INSTRUCTIONS TO FOLLOW: Only the text of the records belongs in the answer, copied exactly and without pictures.

MATERIAL TO PROCESS:
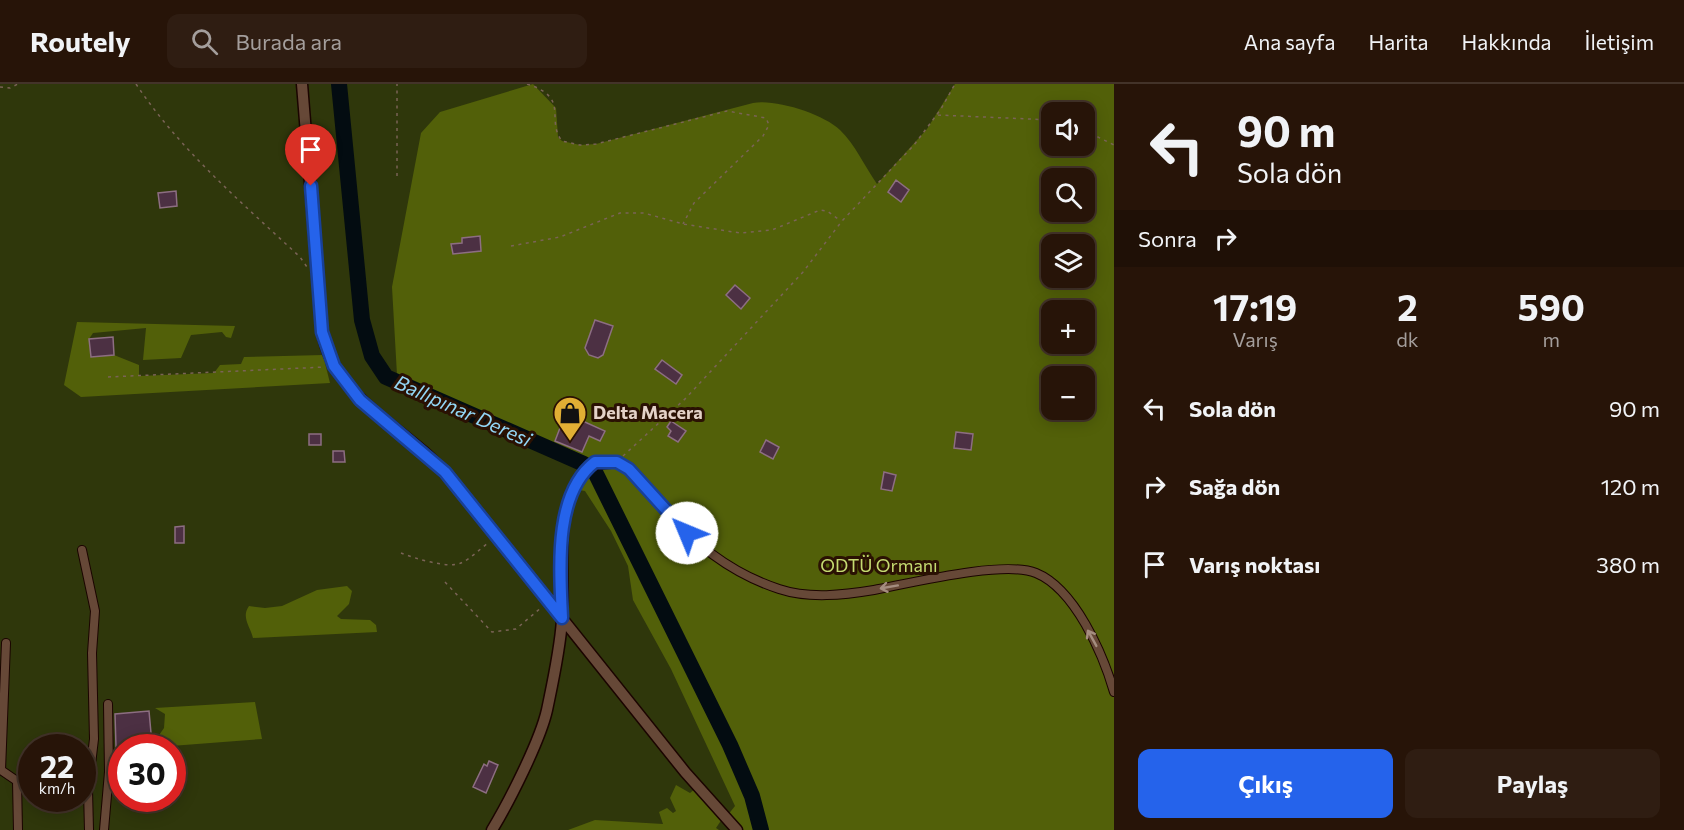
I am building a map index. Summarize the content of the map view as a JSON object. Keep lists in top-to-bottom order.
{
  "water": ["Ballıpınar Deresi"],
  "parks": ["ODTÜ Ormanı"],
  "places": {
    "shop": ["Delta Macera"]
  },
  "page": {
    "header": "Routely",
    "search": "Burada ara",
    "nav": [
      "Ana sayfa",
      "Harita",
      "Hakkında",
      "İletişim"
    ],
    "turn": ["90 m", "Sola dön"],
    "map_buttons": ["+", "−"],
    "then": "Sonra",
    "eta": [
      "17:19",
      "Varış",
      "2",
      "dk",
      "590",
      "m"
    ],
    "list": [
      {
        "name": "Sola dön",
        "value": "90 m"
      },
      {
        "name": "Sağa dön",
        "value": "120 m"
      },
      {
        "name": "Varış noktası",
        "value": "380 m"
      }
    ],
    "speed": "22 km/h",
    "limit": "30",
    "buttons": ["Çıkış", "Paylaş"]
  }
}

ANSWER BELOW:
I am building a map index. Summarize the content of the map view as a JSON object. Keep lists in top-to-bottom order.
{
  "water": ["Ballıpınar Deresi"],
  "parks": ["ODTÜ Ormanı"],
  "places": {
    "shop": ["Delta Macera"]
  },
  "page": {
    "header": "Routely",
    "search": "Burada ara",
    "nav": [
      "Ana sayfa",
      "Harita",
      "Hakkında",
      "İletişim"
    ],
    "turn": ["90 m", "Sola dön"],
    "map_buttons": ["+", "−"],
    "then": "Sonra",
    "eta": [
      "17:19",
      "Varış",
      "2",
      "dk",
      "590",
      "m"
    ],
    "list": [
      {
        "name": "Sola dön",
        "value": "90 m"
      },
      {
        "name": "Sağa dön",
        "value": "120 m"
      },
      {
        "name": "Varış noktası",
        "value": "380 m"
      }
    ],
    "speed": "22 km/h",
    "limit": "30",
    "buttons": ["Çıkış", "Paylaş"]
  }
}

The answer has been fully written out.